As the Los Angeles Rams take the field at SoFi Stadium on Sunday — marking the team’s first game in the new $5.5 billion venue with fans in the seats — players will come out a 90-second hype video flashing across the Jumbotron, showing Angelenos being drawn to the stadium by an almost supernatural force.

The video comes from the mind of Wally Pfister, the Oscar-winning cinematographer and Christopher Nolan-collaborator behind Inception, The Dark Knight and Batman Begins. Today he works largely in commercials and directed the Rams project after seeing “the canvas I was going to be able to create onto”: SoFi’s 70,000-square-foot Infinity Screen, the largest videoboard in sports.

“To me, it was about OK, we should craft a parallel story of the Rams getting prepared to play and put on the best season they can and the fans being excited about getting their butts down into the seats and filling that stadium,” which, amid the pandemic, has not yet welcomed spectators since its official opening last September, says Pfister.

He also added a Hollywood spin and included moments inspired by Steven Spielberg. “There’s a shot where the coffee in the mug vibrates, taken right from Jurassic Park, and then I wanted these other shots moving in on people that had the vibe of War of the Worlds,” he says.
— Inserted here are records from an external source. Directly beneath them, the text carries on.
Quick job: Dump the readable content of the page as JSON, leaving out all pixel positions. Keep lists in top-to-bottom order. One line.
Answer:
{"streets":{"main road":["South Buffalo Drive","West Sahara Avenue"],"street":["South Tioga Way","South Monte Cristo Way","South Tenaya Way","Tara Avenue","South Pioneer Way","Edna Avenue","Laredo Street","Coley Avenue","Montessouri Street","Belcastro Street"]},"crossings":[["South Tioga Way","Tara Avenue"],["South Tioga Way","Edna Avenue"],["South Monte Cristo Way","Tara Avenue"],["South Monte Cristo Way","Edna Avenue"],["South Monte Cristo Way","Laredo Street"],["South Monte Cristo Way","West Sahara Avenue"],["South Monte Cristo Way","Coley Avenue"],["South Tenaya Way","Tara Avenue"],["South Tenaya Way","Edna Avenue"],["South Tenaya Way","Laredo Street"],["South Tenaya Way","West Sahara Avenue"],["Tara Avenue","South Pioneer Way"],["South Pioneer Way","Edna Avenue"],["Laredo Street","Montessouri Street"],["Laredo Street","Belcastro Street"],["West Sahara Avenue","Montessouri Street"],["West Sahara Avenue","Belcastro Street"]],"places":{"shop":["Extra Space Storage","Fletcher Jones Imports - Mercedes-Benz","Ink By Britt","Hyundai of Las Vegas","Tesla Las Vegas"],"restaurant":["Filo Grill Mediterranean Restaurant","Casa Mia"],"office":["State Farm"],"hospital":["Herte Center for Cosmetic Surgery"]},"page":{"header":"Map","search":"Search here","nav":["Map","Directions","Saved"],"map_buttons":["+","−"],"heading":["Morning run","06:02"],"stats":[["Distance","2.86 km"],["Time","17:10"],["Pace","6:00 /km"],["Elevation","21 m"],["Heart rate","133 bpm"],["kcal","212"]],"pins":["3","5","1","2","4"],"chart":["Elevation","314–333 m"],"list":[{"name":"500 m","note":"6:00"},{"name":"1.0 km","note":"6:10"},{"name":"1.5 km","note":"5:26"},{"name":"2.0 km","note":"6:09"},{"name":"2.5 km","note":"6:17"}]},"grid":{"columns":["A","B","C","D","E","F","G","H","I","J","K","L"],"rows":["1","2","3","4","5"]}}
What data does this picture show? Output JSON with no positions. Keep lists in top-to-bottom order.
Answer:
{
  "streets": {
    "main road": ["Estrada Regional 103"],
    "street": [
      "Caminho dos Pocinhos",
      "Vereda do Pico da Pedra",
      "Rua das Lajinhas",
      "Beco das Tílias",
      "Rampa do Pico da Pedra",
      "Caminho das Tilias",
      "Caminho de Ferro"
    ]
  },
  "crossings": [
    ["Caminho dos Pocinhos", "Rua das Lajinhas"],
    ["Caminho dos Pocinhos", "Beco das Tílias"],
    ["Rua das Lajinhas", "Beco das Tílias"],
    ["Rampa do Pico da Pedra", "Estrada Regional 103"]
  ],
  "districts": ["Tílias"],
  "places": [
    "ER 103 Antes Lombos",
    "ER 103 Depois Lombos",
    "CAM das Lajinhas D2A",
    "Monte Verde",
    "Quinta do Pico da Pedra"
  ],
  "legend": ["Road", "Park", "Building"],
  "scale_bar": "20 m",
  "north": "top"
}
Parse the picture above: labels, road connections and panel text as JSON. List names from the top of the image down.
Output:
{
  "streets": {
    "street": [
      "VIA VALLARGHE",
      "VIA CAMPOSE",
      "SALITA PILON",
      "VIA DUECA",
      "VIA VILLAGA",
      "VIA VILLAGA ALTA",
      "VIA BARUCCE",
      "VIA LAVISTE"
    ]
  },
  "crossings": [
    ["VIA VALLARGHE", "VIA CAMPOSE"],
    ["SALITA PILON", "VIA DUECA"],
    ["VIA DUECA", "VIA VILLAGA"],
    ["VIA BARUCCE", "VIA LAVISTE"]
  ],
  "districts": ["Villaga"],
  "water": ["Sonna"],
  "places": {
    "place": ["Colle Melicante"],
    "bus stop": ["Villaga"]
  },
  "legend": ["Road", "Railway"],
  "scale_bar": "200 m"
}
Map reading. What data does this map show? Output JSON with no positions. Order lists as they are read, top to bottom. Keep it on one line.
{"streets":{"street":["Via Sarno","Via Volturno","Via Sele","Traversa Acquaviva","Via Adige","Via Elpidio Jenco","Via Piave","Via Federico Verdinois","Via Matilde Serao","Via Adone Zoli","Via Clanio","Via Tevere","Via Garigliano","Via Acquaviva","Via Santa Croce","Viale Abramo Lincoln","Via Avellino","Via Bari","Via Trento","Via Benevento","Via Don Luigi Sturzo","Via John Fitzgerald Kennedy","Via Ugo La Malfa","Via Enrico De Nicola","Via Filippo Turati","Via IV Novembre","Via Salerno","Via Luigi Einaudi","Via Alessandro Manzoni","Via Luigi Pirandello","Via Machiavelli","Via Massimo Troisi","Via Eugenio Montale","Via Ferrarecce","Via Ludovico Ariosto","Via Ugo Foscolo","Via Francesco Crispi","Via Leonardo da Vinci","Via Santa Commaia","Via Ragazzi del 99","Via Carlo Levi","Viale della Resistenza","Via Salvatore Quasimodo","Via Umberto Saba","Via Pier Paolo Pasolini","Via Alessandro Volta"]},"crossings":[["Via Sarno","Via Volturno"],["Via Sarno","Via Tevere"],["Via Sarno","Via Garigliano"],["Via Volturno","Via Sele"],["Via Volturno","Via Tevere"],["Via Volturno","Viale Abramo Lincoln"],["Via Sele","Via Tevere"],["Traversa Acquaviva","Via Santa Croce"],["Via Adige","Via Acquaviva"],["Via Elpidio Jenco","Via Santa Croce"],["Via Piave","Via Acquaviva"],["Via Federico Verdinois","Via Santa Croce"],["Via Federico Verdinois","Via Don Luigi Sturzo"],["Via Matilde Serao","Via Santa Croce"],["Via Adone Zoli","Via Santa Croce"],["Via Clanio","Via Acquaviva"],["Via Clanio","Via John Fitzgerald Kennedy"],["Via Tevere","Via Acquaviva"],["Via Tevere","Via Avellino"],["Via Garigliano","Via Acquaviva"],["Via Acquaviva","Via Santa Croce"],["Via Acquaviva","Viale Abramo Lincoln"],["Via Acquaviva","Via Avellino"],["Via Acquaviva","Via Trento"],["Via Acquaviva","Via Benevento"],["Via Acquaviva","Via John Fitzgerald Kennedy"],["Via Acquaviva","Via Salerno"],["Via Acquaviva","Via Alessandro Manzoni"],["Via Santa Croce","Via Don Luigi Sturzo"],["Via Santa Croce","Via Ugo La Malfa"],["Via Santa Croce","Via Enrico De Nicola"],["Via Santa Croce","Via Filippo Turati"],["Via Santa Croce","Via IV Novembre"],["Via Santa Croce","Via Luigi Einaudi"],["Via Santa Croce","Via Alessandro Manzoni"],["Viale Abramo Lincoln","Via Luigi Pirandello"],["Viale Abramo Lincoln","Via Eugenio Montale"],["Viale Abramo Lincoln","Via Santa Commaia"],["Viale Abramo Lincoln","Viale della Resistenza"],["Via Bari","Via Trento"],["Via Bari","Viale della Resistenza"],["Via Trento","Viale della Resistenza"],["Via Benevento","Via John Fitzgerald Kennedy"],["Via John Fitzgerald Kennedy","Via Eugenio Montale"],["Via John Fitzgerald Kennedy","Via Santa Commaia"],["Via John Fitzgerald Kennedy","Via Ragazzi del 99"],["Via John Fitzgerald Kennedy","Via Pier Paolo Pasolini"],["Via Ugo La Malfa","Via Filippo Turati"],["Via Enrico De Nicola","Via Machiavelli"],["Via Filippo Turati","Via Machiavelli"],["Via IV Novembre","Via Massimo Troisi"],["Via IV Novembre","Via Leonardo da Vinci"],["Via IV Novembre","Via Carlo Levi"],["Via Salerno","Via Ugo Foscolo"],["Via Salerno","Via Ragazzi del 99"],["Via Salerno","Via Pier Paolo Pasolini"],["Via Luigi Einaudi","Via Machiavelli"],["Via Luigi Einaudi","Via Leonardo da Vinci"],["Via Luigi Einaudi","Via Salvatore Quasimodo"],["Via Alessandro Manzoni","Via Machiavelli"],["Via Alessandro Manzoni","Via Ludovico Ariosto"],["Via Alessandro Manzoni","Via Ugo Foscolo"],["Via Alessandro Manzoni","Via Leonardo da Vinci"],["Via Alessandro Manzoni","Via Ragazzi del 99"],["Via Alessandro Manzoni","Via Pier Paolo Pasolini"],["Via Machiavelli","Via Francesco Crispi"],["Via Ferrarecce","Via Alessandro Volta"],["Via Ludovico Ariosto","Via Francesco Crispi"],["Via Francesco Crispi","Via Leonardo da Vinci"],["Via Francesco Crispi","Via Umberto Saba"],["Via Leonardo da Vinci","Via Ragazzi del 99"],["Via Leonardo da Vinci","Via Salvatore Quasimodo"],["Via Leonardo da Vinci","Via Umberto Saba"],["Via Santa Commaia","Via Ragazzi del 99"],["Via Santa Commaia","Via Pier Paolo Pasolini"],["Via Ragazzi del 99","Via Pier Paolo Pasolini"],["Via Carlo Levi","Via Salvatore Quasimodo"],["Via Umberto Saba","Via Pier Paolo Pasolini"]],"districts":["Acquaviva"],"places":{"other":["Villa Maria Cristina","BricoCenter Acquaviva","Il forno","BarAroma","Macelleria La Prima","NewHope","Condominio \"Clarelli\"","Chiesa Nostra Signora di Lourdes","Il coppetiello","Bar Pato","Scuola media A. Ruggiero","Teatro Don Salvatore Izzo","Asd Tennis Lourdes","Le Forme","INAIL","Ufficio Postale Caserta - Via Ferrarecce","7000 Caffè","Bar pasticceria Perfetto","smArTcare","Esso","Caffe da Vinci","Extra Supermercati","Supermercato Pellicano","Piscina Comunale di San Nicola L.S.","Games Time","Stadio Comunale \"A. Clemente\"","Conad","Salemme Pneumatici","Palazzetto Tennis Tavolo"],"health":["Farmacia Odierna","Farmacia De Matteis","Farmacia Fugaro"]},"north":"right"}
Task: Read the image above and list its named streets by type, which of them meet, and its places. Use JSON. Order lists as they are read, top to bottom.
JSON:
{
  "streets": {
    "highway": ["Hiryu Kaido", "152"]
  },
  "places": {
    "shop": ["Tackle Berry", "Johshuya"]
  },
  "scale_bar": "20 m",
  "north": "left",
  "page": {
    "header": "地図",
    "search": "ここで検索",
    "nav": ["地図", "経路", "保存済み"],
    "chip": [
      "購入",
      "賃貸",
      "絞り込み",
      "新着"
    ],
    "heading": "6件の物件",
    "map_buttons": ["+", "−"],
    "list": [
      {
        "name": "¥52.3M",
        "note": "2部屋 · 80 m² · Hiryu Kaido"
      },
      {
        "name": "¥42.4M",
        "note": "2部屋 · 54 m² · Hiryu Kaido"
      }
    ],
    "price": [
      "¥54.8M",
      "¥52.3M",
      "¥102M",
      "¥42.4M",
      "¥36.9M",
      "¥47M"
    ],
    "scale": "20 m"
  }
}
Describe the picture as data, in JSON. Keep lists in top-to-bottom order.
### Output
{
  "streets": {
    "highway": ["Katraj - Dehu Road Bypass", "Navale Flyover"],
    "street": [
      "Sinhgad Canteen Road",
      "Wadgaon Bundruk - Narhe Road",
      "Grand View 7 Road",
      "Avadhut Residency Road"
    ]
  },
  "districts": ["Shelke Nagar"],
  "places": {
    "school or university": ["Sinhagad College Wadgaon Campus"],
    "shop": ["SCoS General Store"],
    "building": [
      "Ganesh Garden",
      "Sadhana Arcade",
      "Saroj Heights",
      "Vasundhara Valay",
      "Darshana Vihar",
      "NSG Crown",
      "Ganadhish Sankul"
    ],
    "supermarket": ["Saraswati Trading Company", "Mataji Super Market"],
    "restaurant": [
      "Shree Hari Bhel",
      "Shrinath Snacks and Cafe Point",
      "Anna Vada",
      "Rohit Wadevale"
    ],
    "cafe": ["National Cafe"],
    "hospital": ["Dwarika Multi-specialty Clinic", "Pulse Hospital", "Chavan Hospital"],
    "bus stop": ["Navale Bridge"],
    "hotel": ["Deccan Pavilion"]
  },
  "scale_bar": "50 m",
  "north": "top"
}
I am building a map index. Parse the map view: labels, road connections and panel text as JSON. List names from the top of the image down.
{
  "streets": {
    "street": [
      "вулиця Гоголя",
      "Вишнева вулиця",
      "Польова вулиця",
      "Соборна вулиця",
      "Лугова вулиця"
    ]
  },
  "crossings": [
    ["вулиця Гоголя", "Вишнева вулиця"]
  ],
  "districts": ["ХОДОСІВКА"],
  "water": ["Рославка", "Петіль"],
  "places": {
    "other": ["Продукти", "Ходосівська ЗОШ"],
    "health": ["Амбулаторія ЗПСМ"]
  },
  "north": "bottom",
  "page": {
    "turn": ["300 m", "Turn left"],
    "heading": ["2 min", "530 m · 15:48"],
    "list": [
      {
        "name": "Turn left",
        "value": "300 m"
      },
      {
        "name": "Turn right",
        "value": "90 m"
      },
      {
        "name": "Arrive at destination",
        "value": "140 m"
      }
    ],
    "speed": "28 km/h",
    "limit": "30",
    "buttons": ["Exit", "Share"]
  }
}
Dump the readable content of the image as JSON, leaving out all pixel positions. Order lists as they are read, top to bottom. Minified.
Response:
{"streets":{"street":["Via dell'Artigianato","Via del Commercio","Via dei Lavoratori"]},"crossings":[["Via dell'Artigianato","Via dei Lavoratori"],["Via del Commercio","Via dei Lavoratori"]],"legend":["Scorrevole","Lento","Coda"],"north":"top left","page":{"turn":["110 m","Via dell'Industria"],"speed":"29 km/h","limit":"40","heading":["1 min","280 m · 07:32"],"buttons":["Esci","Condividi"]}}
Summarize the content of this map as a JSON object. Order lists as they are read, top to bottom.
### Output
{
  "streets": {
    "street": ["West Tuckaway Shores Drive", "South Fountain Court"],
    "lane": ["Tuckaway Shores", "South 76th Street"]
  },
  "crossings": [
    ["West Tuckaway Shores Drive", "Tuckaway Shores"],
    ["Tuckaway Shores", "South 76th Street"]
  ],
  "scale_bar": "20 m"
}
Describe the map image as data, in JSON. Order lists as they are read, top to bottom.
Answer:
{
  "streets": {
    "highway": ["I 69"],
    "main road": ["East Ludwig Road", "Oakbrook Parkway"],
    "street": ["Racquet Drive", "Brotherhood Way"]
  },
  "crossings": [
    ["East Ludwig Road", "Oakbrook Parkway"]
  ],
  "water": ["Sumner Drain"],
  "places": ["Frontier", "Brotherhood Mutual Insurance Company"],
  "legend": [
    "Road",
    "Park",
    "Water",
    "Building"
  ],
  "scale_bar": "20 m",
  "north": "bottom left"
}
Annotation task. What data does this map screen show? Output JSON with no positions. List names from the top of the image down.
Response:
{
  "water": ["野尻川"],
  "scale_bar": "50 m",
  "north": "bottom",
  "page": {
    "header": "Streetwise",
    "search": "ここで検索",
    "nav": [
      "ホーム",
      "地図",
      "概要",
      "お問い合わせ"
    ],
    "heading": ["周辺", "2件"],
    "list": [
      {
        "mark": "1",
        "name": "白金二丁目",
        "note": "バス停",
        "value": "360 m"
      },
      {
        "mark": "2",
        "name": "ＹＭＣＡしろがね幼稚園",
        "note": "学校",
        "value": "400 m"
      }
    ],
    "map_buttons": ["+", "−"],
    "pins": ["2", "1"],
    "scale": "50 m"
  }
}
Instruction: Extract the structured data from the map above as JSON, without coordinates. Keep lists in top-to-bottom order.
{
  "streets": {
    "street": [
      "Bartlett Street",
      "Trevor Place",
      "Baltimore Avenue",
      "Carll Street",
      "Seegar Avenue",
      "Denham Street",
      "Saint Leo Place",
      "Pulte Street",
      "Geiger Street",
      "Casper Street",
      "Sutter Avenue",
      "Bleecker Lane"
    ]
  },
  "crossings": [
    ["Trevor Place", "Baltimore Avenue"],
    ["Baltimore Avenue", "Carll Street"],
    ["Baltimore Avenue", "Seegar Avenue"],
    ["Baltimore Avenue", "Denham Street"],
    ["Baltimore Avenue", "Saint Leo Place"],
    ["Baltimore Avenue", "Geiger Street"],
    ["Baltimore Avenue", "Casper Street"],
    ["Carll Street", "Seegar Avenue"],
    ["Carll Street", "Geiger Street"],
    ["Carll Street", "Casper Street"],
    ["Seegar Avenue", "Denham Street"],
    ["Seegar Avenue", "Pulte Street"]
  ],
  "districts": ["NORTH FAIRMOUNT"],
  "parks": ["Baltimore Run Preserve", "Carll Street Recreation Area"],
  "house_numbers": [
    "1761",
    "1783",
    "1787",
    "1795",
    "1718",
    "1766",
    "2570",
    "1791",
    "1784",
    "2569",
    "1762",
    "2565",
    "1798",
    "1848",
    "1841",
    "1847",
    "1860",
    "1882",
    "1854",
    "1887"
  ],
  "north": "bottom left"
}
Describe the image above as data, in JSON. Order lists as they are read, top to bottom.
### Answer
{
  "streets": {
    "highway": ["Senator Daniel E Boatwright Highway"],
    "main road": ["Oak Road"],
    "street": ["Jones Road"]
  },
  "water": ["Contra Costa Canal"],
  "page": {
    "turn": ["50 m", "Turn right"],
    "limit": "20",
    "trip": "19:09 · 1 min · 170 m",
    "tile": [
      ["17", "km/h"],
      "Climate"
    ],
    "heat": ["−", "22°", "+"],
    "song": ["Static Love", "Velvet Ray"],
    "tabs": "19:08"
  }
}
To fit the massive screen, he and his team employed three different high-resolution cameras and shot in 12k.

Pfister collaborated with Atticus Ross, the Oscar-winning Social Network and Soul composer — and music production studio Barking Owl — on the sound, incorporating the team’s signature “Whose house? Rams’ house!” chant into the video. “Our hope is that we’ll get a call-and-response vibe from the fans on Sunday and we’ll get some energy going,” Pfister says, as star players like Matthew Stafford and Aaron Donald, along with Coach Sean McVay, transition from the screen to the real-life field.

And though a move from shooting action films to action sports may seem drastic, “you’re certainly drawing on both the cinematic style, which includes the lighting and the camera movement, being the same as what I employed on the action films with Chris,” Pfister says. “It’s a real similar language.”